WHAT IS NEEDED |
What is the number of lines in the entries that contain the word "down"? Reply with that number only.

LISTED RECORDS |

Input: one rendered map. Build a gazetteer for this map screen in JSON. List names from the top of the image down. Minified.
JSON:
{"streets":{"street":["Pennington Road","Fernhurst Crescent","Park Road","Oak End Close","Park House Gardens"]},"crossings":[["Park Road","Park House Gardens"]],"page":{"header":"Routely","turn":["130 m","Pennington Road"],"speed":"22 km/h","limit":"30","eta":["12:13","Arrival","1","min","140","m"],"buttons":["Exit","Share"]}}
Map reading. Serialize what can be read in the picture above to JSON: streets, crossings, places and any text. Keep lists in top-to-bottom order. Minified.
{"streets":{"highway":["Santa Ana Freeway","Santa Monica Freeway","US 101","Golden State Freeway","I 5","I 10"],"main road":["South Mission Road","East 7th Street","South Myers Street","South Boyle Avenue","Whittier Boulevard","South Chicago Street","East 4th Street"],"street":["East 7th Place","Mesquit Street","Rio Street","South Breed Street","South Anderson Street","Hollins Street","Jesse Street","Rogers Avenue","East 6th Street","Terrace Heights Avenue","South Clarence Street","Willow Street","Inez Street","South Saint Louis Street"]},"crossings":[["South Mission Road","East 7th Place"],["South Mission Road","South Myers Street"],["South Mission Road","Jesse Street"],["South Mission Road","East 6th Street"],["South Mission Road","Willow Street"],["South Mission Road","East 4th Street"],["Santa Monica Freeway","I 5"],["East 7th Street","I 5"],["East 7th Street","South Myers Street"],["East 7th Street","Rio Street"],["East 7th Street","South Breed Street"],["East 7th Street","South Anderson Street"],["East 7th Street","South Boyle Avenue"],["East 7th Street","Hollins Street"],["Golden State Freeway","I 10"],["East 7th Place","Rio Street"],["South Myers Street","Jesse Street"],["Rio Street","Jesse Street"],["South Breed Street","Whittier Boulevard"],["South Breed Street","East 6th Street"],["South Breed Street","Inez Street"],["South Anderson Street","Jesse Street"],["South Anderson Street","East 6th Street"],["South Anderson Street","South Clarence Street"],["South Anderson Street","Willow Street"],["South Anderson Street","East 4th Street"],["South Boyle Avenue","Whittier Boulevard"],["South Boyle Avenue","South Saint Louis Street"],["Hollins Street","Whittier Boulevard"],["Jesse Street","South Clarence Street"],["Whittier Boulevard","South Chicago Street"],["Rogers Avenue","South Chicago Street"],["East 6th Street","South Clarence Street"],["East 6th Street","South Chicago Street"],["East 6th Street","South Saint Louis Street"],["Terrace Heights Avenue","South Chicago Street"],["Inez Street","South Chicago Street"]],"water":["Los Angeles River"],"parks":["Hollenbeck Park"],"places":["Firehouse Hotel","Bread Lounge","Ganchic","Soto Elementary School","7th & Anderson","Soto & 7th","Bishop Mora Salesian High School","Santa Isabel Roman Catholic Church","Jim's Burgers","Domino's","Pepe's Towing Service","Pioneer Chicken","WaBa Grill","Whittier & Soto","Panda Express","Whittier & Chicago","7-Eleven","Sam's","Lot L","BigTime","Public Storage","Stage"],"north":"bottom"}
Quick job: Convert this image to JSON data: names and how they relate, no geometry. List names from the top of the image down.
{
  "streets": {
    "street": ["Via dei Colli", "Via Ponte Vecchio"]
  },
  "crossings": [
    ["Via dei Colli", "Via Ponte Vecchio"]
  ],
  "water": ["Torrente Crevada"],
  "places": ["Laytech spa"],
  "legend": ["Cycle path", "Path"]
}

RESULT FOR THIS TASK |
2